Could you write out the records below exactly, without omitting a line?

§ **Data shown**

━━━━

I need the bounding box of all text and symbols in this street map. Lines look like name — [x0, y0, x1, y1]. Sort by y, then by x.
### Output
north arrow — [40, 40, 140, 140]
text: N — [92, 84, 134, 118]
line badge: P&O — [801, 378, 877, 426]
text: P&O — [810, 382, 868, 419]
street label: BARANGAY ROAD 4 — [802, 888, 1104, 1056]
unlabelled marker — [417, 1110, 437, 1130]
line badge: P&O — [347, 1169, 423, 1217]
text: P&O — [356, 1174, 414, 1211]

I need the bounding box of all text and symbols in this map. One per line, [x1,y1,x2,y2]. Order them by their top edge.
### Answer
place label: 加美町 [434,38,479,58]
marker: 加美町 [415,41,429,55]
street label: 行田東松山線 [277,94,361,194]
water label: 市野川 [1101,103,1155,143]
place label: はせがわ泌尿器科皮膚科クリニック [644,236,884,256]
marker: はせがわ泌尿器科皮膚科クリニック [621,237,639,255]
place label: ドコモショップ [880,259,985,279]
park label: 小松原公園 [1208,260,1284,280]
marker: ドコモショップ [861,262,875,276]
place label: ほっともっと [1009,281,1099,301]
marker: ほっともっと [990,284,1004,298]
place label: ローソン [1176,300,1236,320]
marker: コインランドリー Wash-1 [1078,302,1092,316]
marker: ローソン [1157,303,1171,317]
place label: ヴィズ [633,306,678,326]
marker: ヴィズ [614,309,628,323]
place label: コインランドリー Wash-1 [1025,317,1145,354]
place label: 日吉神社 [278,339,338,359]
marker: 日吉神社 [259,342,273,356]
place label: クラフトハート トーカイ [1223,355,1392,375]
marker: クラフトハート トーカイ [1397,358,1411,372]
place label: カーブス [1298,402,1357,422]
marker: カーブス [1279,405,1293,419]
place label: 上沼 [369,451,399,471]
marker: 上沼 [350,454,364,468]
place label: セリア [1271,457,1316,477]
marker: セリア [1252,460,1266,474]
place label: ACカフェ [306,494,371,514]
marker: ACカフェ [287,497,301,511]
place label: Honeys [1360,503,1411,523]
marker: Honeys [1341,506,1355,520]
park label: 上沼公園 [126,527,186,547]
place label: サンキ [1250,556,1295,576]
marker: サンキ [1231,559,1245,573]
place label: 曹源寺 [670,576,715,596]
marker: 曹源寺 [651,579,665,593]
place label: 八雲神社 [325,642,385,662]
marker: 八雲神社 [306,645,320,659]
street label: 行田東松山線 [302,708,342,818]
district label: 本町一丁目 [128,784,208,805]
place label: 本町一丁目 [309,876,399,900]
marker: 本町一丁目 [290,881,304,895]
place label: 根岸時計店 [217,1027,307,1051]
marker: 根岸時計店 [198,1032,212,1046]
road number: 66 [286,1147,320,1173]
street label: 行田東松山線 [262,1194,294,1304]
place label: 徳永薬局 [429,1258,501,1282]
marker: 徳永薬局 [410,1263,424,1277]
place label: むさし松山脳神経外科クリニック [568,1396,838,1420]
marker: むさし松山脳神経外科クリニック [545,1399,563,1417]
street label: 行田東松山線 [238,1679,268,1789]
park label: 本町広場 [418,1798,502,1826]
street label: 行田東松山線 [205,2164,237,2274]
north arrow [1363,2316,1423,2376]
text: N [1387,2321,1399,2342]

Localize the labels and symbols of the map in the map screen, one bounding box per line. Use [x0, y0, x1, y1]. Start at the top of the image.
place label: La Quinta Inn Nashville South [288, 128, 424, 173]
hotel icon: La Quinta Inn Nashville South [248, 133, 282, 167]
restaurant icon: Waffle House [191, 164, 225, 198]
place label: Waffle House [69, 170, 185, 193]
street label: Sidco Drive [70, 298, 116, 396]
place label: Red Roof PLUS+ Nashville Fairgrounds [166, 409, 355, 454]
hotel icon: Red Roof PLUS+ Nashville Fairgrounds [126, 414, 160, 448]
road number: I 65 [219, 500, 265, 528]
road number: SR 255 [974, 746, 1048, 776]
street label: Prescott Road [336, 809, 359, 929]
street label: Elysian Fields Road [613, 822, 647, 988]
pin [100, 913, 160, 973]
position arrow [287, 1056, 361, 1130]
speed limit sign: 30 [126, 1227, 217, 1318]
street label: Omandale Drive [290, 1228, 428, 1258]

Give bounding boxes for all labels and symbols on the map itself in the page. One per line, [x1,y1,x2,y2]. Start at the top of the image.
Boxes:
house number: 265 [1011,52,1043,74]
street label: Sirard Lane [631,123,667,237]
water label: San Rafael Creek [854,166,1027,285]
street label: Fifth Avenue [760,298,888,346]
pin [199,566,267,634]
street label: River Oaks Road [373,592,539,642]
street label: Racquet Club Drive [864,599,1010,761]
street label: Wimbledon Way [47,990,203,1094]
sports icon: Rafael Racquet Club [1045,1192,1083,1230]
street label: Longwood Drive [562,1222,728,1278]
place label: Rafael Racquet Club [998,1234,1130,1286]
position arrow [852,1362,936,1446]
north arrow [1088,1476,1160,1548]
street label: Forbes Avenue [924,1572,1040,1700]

━━━━

§ **Exercise output**
I need the bounding box of all text and symbols in this street map. Lines look like name — [x0, y0, x1, y1]. Sort by y, then by x.
### Output
north arrow — [40, 40, 140, 140]
text: N — [92, 84, 134, 118]
line badge: P&O — [801, 378, 877, 426]
text: P&O — [810, 382, 868, 419]
street label: BARANGAY ROAD 4 — [802, 888, 1104, 1056]
unlabelled marker — [417, 1110, 437, 1130]
line badge: P&O — [347, 1169, 423, 1217]
text: P&O — [356, 1174, 414, 1211]

I need the bounding box of all text and symbols in this map. One per line, [x1,y1,x2,y2]. Order them by their top edge.
### Answer
place label: 加美町 [434,38,479,58]
marker: 加美町 [415,41,429,55]
street label: 行田東松山線 [277,94,361,194]
water label: 市野川 [1101,103,1155,143]
place label: はせがわ泌尿器科皮膚科クリニック [644,236,884,256]
marker: はせがわ泌尿器科皮膚科クリニック [621,237,639,255]
place label: ドコモショップ [880,259,985,279]
park label: 小松原公園 [1208,260,1284,280]
marker: ドコモショップ [861,262,875,276]
place label: ほっともっと [1009,281,1099,301]
marker: ほっともっと [990,284,1004,298]
place label: ローソン [1176,300,1236,320]
marker: コインランドリー Wash-1 [1078,302,1092,316]
marker: ローソン [1157,303,1171,317]
place label: ヴィズ [633,306,678,326]
marker: ヴィズ [614,309,628,323]
place label: コインランドリー Wash-1 [1025,317,1145,354]
place label: 日吉神社 [278,339,338,359]
marker: 日吉神社 [259,342,273,356]
place label: クラフトハート トーカイ [1223,355,1392,375]
marker: クラフトハート トーカイ [1397,358,1411,372]
place label: カーブス [1298,402,1357,422]
marker: カーブス [1279,405,1293,419]
place label: 上沼 [369,451,399,471]
marker: 上沼 [350,454,364,468]
place label: セリア [1271,457,1316,477]
marker: セリア [1252,460,1266,474]
place label: ACカフェ [306,494,371,514]
marker: ACカフェ [287,497,301,511]
place label: Honeys [1360,503,1411,523]
marker: Honeys [1341,506,1355,520]
park label: 上沼公園 [126,527,186,547]
place label: サンキ [1250,556,1295,576]
marker: サンキ [1231,559,1245,573]
place label: 曹源寺 [670,576,715,596]
marker: 曹源寺 [651,579,665,593]
place label: 八雲神社 [325,642,385,662]
marker: 八雲神社 [306,645,320,659]
street label: 行田東松山線 [302,708,342,818]
district label: 本町一丁目 [128,784,208,805]
place label: 本町一丁目 [309,876,399,900]
marker: 本町一丁目 [290,881,304,895]
place label: 根岸時計店 [217,1027,307,1051]
marker: 根岸時計店 [198,1032,212,1046]
road number: 66 [286,1147,320,1173]
street label: 行田東松山線 [262,1194,294,1304]
place label: 徳永薬局 [429,1258,501,1282]
marker: 徳永薬局 [410,1263,424,1277]
place label: むさし松山脳神経外科クリニック [568,1396,838,1420]
marker: むさし松山脳神経外科クリニック [545,1399,563,1417]
street label: 行田東松山線 [238,1679,268,1789]
park label: 本町広場 [418,1798,502,1826]
street label: 行田東松山線 [205,2164,237,2274]
north arrow [1363,2316,1423,2376]
text: N [1387,2321,1399,2342]

Localize the labels and symbols of the map in the map screen, one bounding box per line. Use [x0, y0, x1, y1]. Start at the top of the image.
place label: La Quinta Inn Nashville South [288, 128, 424, 173]
hotel icon: La Quinta Inn Nashville South [248, 133, 282, 167]
restaurant icon: Waffle House [191, 164, 225, 198]
place label: Waffle House [69, 170, 185, 193]
street label: Sidco Drive [70, 298, 116, 396]
place label: Red Roof PLUS+ Nashville Fairgrounds [166, 409, 355, 454]
hotel icon: Red Roof PLUS+ Nashville Fairgrounds [126, 414, 160, 448]
road number: I 65 [219, 500, 265, 528]
road number: SR 255 [974, 746, 1048, 776]
street label: Prescott Road [336, 809, 359, 929]
street label: Elysian Fields Road [613, 822, 647, 988]
pin [100, 913, 160, 973]
position arrow [287, 1056, 361, 1130]
speed limit sign: 30 [126, 1227, 217, 1318]
street label: Omandale Drive [290, 1228, 428, 1258]

Give bounding boxes for all labels and symbols on the map itself in the page. One per line, [x1,y1,x2,y2]. Start at the top of the image.
Boxes:
house number: 265 [1011,52,1043,74]
street label: Sirard Lane [631,123,667,237]
water label: San Rafael Creek [854,166,1027,285]
street label: Fifth Avenue [760,298,888,346]
pin [199,566,267,634]
street label: River Oaks Road [373,592,539,642]
street label: Racquet Club Drive [864,599,1010,761]
street label: Wimbledon Way [47,990,203,1094]
sports icon: Rafael Racquet Club [1045,1192,1083,1230]
street label: Longwood Drive [562,1222,728,1278]
place label: Rafael Racquet Club [998,1234,1130,1286]
position arrow [852,1362,936,1446]
north arrow [1088,1476,1160,1548]
street label: Forbes Avenue [924,1572,1040,1700]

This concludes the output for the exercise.